#### WORK ITEM
Of the entries below, copy only those lines that contain the word "names".

(Saved entries)
______________________________
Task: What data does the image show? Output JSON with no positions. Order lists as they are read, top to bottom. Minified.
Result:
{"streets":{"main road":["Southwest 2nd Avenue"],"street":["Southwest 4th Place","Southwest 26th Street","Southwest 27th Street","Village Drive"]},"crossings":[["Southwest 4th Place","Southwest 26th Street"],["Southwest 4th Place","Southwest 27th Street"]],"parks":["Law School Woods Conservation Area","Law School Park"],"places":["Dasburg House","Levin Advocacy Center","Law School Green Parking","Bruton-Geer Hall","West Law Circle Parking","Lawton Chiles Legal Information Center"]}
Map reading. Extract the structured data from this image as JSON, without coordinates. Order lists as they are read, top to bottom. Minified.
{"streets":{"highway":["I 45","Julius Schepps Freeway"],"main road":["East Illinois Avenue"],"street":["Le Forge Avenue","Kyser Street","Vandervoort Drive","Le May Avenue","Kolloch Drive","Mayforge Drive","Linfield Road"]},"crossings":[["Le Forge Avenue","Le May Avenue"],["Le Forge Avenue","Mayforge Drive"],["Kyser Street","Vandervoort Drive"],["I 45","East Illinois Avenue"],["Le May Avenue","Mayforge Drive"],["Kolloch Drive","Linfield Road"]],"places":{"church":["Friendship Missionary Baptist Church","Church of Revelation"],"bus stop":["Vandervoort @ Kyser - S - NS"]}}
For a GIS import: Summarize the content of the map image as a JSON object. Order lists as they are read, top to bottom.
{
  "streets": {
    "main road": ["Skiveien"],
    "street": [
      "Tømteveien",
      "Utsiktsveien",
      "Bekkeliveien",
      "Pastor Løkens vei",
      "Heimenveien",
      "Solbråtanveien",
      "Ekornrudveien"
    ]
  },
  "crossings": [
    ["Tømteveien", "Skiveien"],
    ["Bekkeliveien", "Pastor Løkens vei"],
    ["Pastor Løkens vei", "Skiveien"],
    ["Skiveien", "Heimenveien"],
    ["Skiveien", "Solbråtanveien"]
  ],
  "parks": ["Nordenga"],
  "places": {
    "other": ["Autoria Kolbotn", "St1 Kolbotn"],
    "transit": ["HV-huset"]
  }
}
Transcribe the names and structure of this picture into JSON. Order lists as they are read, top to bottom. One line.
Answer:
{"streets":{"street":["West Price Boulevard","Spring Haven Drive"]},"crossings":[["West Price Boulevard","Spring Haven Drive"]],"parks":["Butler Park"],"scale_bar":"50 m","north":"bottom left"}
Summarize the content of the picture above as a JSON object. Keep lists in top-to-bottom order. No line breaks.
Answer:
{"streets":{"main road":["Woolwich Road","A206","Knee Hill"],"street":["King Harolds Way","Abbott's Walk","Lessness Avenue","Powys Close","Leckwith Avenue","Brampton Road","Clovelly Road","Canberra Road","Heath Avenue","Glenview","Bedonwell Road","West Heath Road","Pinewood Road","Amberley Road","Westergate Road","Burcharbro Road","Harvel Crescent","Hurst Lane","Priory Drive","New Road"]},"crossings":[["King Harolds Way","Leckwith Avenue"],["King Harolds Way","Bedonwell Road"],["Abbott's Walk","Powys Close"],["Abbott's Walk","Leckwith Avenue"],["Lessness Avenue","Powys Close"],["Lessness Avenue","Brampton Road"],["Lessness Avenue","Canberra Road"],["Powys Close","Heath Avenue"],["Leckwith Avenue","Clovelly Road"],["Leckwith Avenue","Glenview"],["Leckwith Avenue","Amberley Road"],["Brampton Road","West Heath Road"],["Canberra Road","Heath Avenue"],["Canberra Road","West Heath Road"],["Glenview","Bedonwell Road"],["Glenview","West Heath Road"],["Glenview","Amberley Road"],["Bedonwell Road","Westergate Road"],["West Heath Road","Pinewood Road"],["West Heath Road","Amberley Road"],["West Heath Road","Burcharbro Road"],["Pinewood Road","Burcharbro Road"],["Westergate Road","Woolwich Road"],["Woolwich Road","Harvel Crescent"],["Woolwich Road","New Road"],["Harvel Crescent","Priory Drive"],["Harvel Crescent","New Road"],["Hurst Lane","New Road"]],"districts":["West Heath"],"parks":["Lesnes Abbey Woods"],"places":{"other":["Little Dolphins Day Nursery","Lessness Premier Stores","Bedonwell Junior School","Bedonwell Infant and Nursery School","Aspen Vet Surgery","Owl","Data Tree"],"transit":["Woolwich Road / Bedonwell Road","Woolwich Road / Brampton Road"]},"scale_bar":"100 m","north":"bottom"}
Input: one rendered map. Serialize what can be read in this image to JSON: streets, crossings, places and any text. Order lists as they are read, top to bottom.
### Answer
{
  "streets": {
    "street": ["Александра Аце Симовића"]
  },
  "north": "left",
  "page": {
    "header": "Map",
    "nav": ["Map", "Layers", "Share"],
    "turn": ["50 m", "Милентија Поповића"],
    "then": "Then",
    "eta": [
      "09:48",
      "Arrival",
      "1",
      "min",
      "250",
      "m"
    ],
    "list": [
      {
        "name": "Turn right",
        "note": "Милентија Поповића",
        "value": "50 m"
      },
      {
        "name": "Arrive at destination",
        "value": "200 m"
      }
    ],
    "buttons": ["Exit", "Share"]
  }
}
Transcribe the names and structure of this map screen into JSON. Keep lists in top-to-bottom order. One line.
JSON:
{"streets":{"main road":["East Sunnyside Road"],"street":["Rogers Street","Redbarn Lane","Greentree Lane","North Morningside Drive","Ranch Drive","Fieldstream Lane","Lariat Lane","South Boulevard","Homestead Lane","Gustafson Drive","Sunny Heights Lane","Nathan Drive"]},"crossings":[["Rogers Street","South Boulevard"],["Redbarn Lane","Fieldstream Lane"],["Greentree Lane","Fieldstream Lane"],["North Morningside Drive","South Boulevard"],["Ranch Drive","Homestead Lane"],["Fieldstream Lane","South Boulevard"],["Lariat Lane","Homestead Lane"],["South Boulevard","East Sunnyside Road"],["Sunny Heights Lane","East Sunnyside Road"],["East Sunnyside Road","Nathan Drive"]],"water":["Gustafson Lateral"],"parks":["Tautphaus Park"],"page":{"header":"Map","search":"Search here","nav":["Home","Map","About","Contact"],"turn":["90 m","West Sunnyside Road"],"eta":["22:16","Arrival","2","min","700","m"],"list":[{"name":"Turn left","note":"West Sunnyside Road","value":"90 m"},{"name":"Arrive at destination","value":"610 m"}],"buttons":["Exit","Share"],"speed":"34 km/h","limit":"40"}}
______________________________
#### TASK ANSWER
Transcribe the names and structure of this picture into JSON. Order lists as they are read, top to bottom. One line.
Transcribe the names and structure of this map screen into JSON. Keep lists in top-to-bottom order. One line.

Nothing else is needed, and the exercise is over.